Trump calls the immigrant families he's tearing apart 'animals'


Trump lashed out at immigrants as 'animals,' in the latest hollow justification of his cruel policy designed to break families apart.

Trump's bigoted crusade against immigrants took another repugnant step on Wednesday, when he labeled people who have attempted to seek refuge in the United States as "animals."

Speaking at a White House event attacking California for being welcoming to immigrants — a notion so ingrained in American tradition it is inscribed on the Statue of Liberty — Trump lashed out in typically hateful fashion.

"We're taking people out of the country. You wouldn't believe how bad these people are," he insisted.

In fact, in Trump's mind, the people coming here, desperate for a better life, are not even human.

"These aren't people, they're animals," he sneered.

The Trump administration has ramped up the deportation of undocumented immigrants, following through on the anti-immigrant message Trump used throughout the presidential campaign. He infamously launched his campaign by calling Mexicans rapists and calling for an unworkable wall to be built on the southern U.S. border.

In December 2017, he went after the immigration lottery system. "They give us their worst people," he said of other countries, "the worst of the worst." He was rebuked for that callous statement by Father James Martin, as well as former CIA Director and retired four-star General Michael Hayden.

But he has only gotten worse.

Trump recently implemented a harsh new policy through Attorney General Jeff Sessions that would rip families apart at the border. His administration is considering using military bases to hold the increased number of children the government will be tearing away from their parents.

Now, he's made his hatred for immigrants even more clear.

But the people who are facing deportation are human beings, not "animals."

They are families like Alexander Parker and Krisha Schmick of Camp Hill, Pennsylvania, who had their wedding day ruined after ICE agents came for Alexander. His sin was that he was born in Guatemala and adopted and brought to the United States at eight months old.

He was fingerprinted, and agents threatened to take him to an immigration detention center. While he was eventually able to prove his residency, an immigration judge had the ability to cause complete disruption in his life.

The Trump administration has pushed for these judges to have near absolute power in their rulings, even for immigrant children.

Apparently, Trump also believes people like Jorge Garcia are also "animals." Garcia was brought to America at 10 years old. Now 39, Garcia was separated from his wife and two teenage children and deported to Mexico.

His wife Cindy told ABC News the event left her "very sad, very depressed, emotional" ever since.

"It's like a nightmare," she added.

Another "animal" must have been Sergio Avila, the husband of Army officer Tim Martin Brown. Avila was detained by ICE and put through the process of being deported to Honduras, a country he had not seen since he was eight years old.

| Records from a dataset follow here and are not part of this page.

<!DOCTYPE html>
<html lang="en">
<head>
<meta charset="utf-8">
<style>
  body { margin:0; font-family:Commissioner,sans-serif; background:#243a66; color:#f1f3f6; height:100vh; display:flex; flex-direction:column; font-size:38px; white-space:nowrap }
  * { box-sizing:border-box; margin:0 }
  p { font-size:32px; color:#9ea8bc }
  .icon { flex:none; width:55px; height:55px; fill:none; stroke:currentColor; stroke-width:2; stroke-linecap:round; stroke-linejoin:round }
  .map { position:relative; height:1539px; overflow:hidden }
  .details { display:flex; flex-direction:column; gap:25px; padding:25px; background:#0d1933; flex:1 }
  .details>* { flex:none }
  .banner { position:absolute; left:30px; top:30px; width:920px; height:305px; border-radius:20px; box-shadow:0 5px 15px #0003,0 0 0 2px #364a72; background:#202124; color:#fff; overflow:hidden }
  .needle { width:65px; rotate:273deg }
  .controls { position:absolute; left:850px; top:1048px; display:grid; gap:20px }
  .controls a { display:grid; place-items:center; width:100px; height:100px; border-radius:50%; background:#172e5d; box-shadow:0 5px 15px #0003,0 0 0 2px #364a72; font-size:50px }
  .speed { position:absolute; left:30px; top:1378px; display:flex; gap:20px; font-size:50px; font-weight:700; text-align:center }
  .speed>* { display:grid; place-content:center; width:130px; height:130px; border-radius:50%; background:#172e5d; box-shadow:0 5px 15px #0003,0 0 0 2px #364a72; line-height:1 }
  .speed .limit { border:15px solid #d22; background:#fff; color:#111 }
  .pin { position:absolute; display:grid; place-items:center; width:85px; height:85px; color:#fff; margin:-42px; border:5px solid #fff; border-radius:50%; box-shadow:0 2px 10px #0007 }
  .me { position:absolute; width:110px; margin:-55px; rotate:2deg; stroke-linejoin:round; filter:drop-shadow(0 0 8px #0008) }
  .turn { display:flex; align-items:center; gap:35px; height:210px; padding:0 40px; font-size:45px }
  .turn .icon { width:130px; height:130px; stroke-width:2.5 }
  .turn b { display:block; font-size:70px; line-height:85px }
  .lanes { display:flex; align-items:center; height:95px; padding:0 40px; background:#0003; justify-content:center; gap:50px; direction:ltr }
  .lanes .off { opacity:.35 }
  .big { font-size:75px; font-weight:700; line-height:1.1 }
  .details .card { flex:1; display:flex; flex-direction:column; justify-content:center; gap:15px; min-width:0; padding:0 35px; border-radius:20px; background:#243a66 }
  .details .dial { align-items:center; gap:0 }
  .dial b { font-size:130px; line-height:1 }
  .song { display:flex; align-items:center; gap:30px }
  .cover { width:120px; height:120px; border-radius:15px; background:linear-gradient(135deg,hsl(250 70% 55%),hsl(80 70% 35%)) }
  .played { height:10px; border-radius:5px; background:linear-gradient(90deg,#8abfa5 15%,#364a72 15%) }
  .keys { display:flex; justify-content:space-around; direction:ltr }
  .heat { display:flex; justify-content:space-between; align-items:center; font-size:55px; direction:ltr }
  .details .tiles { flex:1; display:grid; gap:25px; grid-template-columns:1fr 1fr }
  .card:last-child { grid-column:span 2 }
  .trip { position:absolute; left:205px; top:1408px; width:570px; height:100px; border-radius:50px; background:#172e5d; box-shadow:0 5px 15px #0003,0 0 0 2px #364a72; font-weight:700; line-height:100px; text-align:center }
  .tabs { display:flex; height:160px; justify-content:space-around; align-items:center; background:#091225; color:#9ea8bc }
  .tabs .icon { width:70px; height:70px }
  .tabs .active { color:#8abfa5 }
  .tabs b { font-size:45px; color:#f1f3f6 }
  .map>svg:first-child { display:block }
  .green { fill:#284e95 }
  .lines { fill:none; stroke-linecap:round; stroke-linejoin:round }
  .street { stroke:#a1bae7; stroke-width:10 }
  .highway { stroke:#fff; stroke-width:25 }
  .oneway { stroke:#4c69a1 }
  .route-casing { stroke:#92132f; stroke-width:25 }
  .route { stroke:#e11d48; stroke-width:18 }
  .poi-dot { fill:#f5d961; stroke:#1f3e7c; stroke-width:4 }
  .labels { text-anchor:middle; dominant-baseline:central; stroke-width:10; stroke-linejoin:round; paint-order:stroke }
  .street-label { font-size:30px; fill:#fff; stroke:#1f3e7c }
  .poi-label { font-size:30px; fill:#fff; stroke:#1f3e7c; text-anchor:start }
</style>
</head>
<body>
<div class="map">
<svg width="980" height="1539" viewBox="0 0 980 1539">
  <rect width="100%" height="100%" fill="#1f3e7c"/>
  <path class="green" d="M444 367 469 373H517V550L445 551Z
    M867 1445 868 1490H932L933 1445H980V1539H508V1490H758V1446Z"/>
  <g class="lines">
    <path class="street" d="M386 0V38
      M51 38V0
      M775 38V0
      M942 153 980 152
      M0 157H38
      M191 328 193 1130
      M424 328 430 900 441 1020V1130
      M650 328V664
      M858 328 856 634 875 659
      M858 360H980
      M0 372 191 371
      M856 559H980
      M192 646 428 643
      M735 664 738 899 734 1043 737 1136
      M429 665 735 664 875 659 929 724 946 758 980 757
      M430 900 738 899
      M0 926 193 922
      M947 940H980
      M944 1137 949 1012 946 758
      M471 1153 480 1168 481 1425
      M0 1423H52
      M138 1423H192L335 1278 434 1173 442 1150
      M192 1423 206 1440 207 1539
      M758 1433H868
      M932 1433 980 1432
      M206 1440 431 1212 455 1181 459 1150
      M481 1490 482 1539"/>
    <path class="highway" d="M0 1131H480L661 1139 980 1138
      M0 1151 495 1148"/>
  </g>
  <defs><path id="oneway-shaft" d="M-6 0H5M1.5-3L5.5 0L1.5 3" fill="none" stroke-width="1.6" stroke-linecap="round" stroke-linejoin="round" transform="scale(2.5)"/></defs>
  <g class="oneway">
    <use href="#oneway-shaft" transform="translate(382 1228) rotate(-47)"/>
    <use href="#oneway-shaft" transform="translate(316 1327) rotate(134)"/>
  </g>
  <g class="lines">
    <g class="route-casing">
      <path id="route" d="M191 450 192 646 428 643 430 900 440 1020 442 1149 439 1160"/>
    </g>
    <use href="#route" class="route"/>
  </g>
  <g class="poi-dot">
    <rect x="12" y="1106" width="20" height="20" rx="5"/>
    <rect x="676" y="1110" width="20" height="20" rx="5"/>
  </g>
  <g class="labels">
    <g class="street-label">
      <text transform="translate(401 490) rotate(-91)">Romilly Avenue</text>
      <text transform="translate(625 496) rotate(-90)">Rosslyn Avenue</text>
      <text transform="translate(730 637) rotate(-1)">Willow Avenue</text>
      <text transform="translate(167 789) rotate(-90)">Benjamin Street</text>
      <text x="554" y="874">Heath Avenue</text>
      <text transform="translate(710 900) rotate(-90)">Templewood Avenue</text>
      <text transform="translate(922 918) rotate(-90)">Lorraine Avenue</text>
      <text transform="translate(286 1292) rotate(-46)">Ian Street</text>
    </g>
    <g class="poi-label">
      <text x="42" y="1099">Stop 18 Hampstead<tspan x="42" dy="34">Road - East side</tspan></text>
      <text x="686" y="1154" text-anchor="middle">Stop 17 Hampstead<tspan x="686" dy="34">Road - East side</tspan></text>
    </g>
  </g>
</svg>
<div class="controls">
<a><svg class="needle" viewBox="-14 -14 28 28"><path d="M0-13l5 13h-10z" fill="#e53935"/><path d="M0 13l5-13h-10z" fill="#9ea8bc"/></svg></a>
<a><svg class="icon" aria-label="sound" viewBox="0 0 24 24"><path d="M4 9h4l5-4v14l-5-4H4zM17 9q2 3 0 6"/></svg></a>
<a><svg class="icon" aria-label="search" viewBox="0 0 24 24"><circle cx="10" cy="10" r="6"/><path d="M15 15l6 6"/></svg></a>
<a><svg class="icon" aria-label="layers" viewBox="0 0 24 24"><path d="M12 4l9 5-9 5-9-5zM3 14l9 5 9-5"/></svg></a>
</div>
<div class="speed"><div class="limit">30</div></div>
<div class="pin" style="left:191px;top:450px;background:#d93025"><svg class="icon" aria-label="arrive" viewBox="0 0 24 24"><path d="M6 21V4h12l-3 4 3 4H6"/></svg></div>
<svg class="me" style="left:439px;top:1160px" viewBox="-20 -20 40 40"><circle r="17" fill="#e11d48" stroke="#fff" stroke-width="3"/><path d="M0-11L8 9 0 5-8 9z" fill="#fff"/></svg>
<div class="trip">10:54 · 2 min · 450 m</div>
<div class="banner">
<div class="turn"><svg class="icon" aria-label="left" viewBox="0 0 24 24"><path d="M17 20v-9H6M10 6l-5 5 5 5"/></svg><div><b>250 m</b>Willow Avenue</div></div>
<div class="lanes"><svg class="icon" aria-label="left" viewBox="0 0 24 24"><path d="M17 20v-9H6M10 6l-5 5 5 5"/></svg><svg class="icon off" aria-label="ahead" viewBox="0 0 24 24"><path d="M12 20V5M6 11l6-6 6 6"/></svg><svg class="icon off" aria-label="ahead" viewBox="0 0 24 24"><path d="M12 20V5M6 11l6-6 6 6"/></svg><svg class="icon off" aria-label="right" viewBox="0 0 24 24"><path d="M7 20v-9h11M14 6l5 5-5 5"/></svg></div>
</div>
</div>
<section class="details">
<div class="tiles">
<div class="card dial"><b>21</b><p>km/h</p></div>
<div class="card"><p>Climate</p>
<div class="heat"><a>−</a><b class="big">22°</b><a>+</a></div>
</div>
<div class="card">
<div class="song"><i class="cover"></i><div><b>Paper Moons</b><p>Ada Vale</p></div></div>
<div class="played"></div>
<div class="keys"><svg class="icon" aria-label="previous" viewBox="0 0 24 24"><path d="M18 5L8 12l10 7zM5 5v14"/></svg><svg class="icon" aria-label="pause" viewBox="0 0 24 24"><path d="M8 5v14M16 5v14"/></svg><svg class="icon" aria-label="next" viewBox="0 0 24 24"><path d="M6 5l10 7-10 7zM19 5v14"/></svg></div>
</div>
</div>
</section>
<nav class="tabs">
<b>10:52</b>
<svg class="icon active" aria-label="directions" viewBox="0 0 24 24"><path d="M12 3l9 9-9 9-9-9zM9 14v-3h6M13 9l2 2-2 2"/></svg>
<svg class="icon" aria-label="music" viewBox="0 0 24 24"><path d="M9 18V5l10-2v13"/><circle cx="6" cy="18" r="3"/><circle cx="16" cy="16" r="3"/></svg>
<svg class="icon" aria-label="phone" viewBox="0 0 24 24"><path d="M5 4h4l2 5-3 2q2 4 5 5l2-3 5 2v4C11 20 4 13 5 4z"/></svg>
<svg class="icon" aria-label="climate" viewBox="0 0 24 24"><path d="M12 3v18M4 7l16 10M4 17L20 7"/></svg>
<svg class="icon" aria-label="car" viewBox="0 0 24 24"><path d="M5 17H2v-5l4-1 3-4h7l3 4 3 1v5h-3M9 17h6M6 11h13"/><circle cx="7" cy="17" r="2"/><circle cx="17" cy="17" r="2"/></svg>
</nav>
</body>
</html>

Brown pointed out that his husband was not only being separated from his family but being sent completely unprepared to a community "hostile to the LGBTQ community."

In New Jersey, Vitor Pukri was sent back to Albania by ICE. He has lived in the United States for 17 years, married and fathered three children. His wife, Neta, has also been taken into ICE custody.

These are the so-called "animals" Trump has declared war on. Their families are the casualties of his indifference and bigotry.

Under the guise of keeping America safe, Trump himself has replaced traditional American values with ugly, animalistic impulses.